▶ _Dataset excerpts_:
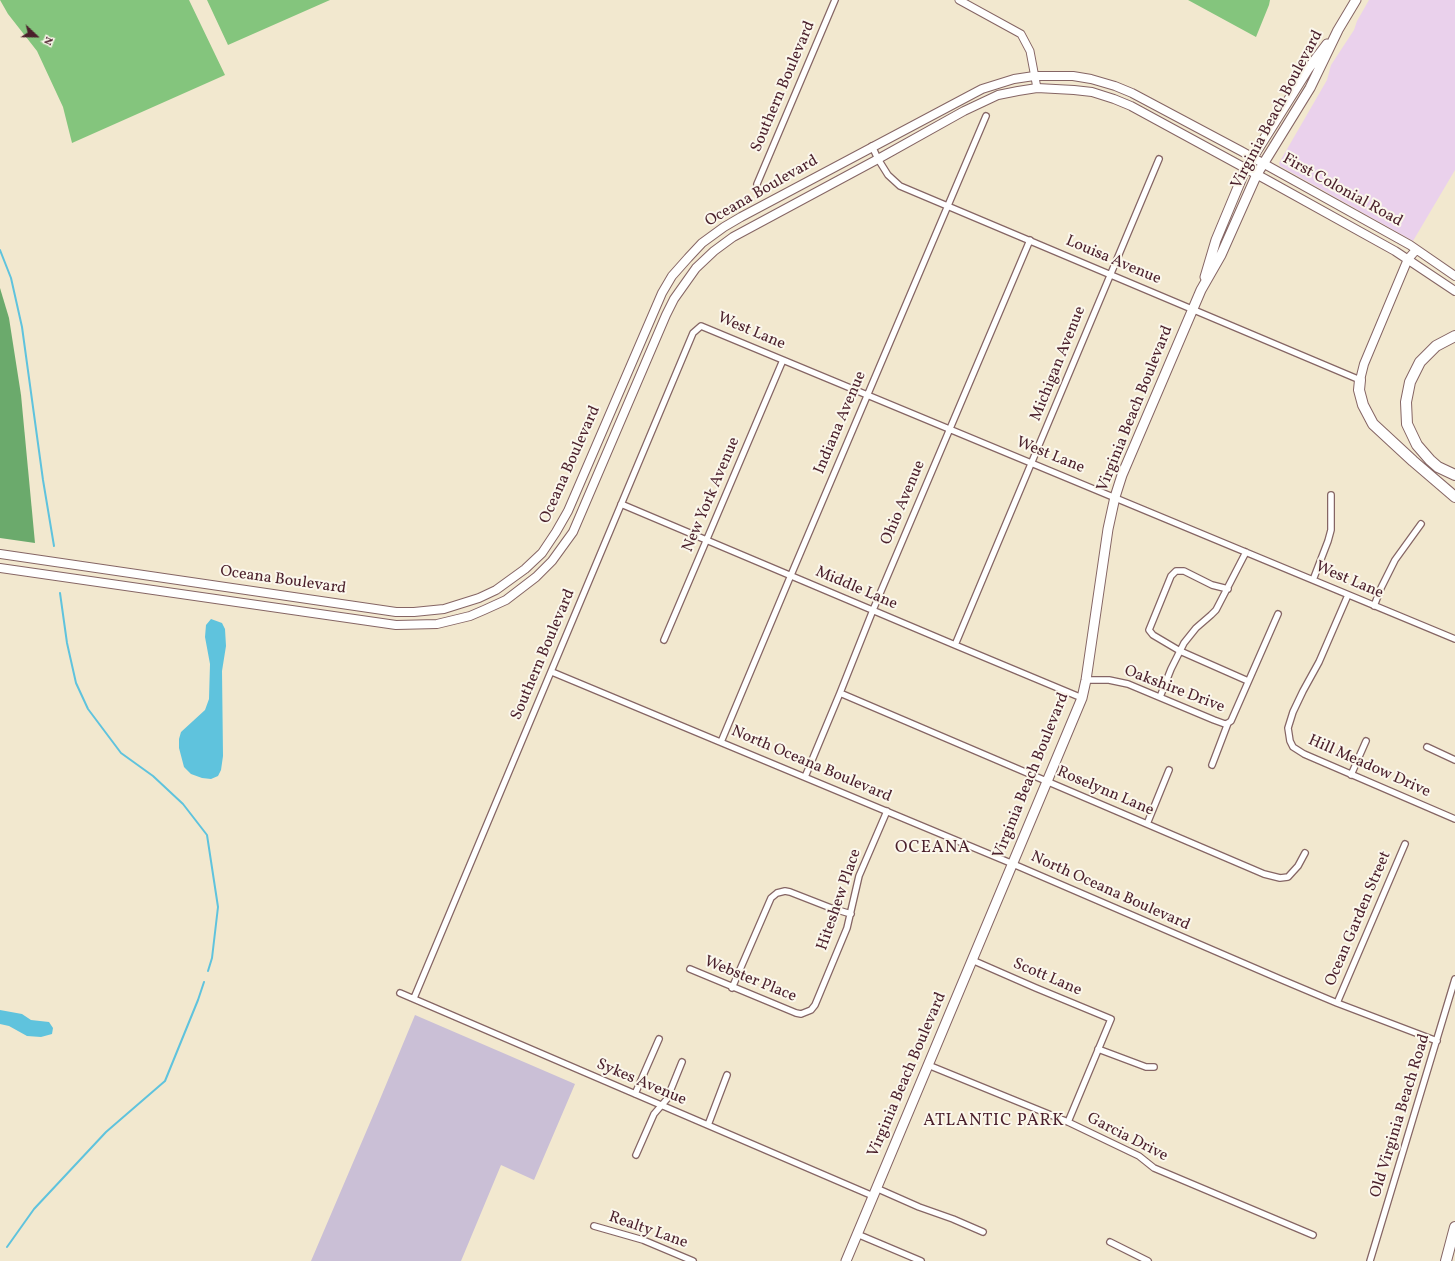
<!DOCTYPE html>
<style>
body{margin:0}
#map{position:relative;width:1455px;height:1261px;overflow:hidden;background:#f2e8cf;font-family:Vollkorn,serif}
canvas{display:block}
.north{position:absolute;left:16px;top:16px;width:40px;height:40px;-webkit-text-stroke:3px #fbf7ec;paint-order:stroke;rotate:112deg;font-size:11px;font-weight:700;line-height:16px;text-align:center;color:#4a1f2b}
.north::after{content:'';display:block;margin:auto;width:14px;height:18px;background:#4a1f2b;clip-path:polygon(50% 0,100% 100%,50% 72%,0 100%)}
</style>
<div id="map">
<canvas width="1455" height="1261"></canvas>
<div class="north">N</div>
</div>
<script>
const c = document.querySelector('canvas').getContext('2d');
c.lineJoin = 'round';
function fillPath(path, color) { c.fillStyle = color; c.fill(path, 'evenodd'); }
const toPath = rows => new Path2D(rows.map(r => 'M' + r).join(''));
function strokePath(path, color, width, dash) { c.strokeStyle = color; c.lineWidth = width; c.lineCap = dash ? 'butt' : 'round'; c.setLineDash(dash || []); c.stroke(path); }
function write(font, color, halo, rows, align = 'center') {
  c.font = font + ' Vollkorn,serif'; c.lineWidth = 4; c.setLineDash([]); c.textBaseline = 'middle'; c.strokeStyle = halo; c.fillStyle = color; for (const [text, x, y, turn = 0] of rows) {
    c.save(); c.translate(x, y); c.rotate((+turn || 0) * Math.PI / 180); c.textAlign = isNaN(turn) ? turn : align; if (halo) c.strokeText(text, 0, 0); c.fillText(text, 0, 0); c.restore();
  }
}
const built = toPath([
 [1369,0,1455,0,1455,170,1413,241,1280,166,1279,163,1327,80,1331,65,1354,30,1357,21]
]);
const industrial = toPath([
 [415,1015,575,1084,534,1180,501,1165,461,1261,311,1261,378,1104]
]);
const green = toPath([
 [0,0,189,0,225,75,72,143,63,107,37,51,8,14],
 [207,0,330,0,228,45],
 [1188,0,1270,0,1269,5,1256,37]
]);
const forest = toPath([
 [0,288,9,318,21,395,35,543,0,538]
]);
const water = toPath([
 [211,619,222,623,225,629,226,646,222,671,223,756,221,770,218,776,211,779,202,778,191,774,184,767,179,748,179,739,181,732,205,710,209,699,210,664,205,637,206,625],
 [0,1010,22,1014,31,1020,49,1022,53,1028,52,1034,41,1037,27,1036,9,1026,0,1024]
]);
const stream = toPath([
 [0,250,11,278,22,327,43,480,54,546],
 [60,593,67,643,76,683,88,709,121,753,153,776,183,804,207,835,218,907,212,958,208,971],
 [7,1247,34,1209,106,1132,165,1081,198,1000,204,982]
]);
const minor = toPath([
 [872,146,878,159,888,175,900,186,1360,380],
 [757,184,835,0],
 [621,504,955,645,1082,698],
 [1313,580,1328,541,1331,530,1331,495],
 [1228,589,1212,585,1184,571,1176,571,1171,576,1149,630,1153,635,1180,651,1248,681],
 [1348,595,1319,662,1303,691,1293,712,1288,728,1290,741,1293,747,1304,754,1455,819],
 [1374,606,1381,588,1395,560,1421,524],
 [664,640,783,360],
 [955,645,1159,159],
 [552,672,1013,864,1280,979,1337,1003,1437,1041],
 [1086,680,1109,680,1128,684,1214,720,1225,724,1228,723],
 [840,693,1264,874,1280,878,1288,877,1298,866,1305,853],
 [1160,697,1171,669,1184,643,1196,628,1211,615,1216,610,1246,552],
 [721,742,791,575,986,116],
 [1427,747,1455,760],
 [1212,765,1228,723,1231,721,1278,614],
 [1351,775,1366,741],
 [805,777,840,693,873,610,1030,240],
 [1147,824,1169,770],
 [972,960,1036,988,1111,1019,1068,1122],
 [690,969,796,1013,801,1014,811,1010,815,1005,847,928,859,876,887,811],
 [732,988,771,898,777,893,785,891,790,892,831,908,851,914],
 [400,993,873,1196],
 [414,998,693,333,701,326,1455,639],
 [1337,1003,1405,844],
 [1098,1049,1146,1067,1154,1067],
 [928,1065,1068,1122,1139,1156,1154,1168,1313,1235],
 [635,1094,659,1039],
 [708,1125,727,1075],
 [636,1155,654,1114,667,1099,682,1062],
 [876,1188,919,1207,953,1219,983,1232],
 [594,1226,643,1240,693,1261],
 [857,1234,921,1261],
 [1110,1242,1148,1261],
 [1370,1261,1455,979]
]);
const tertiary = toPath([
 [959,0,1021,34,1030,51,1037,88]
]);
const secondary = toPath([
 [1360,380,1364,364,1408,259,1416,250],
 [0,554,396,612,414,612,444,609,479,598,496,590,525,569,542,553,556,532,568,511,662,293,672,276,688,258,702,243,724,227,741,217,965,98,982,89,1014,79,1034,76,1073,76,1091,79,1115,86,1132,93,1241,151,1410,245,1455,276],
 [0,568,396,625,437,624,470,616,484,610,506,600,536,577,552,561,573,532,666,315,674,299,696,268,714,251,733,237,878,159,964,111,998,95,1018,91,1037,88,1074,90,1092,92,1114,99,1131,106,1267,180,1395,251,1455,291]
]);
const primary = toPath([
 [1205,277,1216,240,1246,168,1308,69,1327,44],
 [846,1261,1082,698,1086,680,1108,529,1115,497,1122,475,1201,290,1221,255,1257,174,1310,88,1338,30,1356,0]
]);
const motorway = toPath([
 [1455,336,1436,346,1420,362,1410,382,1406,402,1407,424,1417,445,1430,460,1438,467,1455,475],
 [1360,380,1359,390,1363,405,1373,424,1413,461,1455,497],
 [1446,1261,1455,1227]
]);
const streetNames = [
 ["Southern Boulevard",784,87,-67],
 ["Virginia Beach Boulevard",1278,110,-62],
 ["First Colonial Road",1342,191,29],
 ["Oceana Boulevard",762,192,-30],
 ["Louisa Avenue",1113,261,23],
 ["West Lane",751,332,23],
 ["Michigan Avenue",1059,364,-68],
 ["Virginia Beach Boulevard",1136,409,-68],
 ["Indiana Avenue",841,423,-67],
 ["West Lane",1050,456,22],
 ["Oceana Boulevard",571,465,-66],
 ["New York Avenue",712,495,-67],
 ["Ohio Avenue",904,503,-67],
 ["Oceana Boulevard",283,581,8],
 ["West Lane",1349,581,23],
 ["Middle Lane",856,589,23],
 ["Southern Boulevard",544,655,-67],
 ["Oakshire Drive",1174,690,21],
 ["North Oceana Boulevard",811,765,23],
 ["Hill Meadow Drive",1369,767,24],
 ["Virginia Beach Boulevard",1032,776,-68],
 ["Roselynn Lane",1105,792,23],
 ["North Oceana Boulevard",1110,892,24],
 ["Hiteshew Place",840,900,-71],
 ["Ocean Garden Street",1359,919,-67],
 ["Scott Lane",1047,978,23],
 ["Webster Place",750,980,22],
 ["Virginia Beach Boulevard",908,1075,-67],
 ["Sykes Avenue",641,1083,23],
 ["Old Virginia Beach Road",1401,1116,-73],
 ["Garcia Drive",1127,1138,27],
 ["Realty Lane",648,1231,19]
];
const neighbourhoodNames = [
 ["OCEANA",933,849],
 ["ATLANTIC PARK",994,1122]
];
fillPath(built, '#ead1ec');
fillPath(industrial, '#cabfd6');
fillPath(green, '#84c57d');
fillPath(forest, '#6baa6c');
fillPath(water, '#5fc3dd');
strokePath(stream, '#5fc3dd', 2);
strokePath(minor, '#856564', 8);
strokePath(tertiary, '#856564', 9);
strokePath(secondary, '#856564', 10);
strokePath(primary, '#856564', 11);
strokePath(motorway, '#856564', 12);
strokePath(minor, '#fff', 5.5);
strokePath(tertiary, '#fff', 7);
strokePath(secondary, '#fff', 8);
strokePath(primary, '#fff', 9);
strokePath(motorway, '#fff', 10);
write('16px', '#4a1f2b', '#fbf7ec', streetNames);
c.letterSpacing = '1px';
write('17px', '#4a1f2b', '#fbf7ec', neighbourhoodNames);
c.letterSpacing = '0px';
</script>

▶ _Directions_: Exact duplication is required for the lines above, from the line that contains "function write(font, color, halo, rows, align" to the line that contains "c.font = font", inclusive; omit all others.

▶ _Response_:
function write(font, color, halo, rows, align = 'center') {
  c.font = font + ' Vollkorn,serif'; c.lineWidth = 4; c.setLineDash([]); c.textBaseline = 'middle'; c.strokeStyle = halo; c.fillStyle = color; for (const [text, x, y, turn = 0] of rows) {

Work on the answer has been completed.